Traditionally, consumers hire advisors based on whether they like the person. Advisors sell themselves, not the product or services they offer. That focus is starting to change, however, as the industry consolidates and the larger firms see a need to differentiate themselves.
“I grew up on the advisor side of the world. My dad was an independent advisor. His brand was himself and his team,” Sims said.

Debra Brede, Top RIA, D.K. Brede Investment Mgmt Company
Brede is a traditionalist who views herself as her own brand. She is consistently ranked among the top 250 Forbes-Shook women wealth advisors.
“I am a mother to my clients. I take care of people,” she said, noting that it works. “If you take care of your clients they will send you referrals.”
“I am very up front, sometimes even blunt. I think people respect that,” Brede said. She recalled a situation where a wealthy physician’s wife wanted to buy a third house in Nantucket. “I told her ‘you can buy this house, but you are going to have to sell one of your other homes.’ She didn’t like it, but she needed to hear it. Her husband called me later and thanked me.”
Fox walked participants through how to build a simple system that prioritizes all their messages with clients. He said advisors need to keep their pitch simple and not overwhelm potential clients with too much information.
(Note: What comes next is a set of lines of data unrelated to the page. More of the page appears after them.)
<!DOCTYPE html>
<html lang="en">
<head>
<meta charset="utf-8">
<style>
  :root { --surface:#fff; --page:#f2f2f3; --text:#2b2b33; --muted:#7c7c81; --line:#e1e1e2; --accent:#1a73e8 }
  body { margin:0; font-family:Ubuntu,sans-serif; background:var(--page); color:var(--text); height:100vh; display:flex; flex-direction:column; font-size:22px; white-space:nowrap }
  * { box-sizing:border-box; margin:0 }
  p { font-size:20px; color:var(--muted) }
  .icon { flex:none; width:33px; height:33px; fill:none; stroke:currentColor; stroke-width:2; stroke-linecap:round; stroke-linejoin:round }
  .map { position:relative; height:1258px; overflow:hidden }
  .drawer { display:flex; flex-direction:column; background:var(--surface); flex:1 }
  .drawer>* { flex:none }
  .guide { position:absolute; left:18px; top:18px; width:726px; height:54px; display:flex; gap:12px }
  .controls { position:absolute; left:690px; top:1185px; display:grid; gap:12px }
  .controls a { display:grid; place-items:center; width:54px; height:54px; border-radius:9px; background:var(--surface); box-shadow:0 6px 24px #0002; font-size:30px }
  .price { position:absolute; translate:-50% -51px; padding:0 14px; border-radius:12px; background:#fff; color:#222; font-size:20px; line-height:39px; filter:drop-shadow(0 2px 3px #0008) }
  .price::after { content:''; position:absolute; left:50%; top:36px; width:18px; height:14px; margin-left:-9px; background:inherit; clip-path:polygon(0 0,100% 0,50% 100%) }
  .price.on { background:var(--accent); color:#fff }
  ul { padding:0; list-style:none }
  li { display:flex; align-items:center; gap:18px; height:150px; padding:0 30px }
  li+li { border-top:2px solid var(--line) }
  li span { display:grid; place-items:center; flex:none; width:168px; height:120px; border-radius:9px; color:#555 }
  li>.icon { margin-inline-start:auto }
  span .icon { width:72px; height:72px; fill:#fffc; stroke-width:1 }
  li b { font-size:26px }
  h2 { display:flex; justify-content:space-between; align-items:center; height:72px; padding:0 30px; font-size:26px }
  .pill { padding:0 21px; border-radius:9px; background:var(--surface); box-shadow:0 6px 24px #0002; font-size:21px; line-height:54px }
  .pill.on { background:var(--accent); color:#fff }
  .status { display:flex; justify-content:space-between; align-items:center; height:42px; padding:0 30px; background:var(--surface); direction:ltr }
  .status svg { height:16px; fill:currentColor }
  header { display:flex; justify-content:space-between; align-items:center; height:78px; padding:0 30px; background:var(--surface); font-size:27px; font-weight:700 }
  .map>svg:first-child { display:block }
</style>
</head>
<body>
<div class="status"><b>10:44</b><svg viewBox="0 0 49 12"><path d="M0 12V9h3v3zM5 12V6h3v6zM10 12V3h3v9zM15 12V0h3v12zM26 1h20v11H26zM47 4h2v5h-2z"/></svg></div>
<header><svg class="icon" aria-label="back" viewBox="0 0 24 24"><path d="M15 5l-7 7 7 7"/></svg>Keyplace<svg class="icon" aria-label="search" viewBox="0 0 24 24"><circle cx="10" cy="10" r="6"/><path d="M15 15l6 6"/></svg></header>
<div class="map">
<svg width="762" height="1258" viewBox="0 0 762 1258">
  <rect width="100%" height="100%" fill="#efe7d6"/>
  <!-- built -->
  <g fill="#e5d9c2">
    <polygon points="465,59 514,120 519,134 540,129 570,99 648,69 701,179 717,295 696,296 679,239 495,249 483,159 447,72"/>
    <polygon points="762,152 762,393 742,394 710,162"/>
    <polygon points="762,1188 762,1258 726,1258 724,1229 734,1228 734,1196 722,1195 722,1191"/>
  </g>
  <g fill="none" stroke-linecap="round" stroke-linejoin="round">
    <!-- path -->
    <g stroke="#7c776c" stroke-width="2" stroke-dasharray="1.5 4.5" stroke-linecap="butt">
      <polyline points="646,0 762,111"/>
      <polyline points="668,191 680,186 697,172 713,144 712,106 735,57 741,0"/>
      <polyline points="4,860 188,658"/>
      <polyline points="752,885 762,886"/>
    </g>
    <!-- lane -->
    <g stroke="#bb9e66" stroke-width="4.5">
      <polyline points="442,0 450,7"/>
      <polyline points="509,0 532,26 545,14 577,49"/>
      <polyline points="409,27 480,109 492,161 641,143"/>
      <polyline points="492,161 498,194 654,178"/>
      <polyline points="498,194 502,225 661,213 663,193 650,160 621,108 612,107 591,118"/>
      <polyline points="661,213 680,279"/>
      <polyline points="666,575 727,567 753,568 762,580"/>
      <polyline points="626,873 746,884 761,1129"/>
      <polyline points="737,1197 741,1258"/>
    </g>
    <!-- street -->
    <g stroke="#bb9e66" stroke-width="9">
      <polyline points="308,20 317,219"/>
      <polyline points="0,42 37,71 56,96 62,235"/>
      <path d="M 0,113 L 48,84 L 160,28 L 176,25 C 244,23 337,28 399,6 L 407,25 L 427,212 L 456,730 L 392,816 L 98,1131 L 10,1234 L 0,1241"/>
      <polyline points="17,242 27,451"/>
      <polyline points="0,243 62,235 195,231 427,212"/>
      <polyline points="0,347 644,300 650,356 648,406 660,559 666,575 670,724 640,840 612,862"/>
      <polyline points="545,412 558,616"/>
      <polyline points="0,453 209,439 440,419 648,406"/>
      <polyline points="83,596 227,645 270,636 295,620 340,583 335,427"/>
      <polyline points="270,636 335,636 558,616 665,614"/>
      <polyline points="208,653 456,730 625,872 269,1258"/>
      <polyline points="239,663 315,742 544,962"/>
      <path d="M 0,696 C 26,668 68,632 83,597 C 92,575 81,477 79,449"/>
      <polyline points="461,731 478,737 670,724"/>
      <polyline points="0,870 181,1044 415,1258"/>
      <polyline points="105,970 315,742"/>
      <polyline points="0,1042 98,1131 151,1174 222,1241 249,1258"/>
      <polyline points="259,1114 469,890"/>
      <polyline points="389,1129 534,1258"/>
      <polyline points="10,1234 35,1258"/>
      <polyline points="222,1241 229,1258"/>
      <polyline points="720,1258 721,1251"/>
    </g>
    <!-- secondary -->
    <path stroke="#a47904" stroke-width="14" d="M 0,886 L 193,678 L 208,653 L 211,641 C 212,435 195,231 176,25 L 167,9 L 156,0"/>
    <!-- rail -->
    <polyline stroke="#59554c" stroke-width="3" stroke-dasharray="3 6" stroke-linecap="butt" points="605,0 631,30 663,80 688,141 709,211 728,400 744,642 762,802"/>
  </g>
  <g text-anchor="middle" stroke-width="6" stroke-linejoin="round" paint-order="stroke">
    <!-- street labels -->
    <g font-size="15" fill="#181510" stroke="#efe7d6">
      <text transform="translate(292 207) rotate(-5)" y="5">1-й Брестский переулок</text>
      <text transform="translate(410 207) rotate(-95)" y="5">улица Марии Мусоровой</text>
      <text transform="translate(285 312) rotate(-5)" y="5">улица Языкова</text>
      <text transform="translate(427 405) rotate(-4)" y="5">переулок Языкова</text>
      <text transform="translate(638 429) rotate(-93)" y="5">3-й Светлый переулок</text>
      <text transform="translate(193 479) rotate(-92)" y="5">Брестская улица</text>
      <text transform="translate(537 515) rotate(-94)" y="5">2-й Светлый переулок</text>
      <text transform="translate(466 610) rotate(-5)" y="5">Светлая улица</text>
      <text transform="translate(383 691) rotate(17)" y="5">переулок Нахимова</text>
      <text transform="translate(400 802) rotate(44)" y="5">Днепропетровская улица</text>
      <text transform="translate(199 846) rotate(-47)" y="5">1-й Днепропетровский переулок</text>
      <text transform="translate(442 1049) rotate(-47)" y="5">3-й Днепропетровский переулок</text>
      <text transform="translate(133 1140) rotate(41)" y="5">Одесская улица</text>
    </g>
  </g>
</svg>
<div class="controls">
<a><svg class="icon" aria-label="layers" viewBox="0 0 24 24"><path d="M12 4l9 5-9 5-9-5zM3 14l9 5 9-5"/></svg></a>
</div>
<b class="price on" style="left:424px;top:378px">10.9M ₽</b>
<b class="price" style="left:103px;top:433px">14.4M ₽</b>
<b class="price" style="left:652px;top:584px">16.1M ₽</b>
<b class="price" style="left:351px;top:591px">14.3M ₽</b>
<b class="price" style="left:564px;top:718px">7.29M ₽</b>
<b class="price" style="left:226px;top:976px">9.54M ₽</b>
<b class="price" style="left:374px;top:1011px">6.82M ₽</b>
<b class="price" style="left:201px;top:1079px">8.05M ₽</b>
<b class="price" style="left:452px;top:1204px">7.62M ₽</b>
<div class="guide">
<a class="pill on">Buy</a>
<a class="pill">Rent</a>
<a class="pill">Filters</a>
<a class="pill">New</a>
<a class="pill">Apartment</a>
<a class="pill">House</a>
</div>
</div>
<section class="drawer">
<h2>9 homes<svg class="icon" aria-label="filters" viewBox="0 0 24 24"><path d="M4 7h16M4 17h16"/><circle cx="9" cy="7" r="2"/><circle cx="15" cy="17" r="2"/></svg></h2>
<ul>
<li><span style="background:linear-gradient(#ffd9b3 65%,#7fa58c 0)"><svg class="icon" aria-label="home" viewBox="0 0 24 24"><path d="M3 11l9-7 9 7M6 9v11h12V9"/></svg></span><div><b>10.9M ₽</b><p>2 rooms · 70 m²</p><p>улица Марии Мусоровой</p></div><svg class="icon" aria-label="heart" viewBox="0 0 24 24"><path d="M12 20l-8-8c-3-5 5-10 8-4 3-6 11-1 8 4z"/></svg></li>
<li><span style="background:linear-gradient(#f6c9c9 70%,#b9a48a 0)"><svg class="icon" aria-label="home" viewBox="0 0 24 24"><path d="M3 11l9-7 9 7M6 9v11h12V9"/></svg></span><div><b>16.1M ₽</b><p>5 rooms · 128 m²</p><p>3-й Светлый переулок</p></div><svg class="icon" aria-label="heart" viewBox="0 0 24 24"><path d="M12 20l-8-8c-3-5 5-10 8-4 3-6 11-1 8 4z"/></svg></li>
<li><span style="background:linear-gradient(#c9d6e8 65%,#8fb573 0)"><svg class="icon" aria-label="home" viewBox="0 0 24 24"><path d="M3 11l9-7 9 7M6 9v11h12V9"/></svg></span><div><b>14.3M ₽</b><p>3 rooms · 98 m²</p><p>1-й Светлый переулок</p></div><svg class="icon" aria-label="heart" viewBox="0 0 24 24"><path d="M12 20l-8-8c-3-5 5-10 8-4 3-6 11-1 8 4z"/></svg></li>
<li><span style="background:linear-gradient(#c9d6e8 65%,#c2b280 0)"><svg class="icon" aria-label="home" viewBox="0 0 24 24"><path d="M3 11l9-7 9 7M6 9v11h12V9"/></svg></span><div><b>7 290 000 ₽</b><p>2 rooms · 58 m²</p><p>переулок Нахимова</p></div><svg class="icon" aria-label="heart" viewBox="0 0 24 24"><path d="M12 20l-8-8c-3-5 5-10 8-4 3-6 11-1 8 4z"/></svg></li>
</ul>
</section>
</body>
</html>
Carter Sims, Head of Global Distribution & Managing Director, Thornburg
Many brands have differentiated themselves by focusing their entire message around the process, Fox said.
Ritz Carlton is different. “If it ran advertising touting the process, ads would say “square beds, white sheets for pillows, and nobody would pay $500 a night for that.” Instead, Ritz Carlton focuses on the experience. Customers pay more because they expect something different, he said.
The frontal cortex part of the brain deals with logic and reasoning, Fox said. People often think they are basing decisions on facts, but they forget that many decisions are influenced by emotion.
“Think back on the big purchasing decisions you have made in your life,” he said. Fox said when his daughter was picking colleges, he put together a spreadsheet analyzing the different prospects. “My daughter turned to me and said dad ‘I feel very at home here on this campus,’ I didn’t have that on my spreadsheet. The decision was very emotional.”
How does this pertain to the financial advice business?
“You might be throwing a ton of rational information at the consumer and that’s not going to stick,” Fox said. “We need to make sure we’re leading with emotions because after all, emotions are at the heart of how these prospects are going to make decisions.”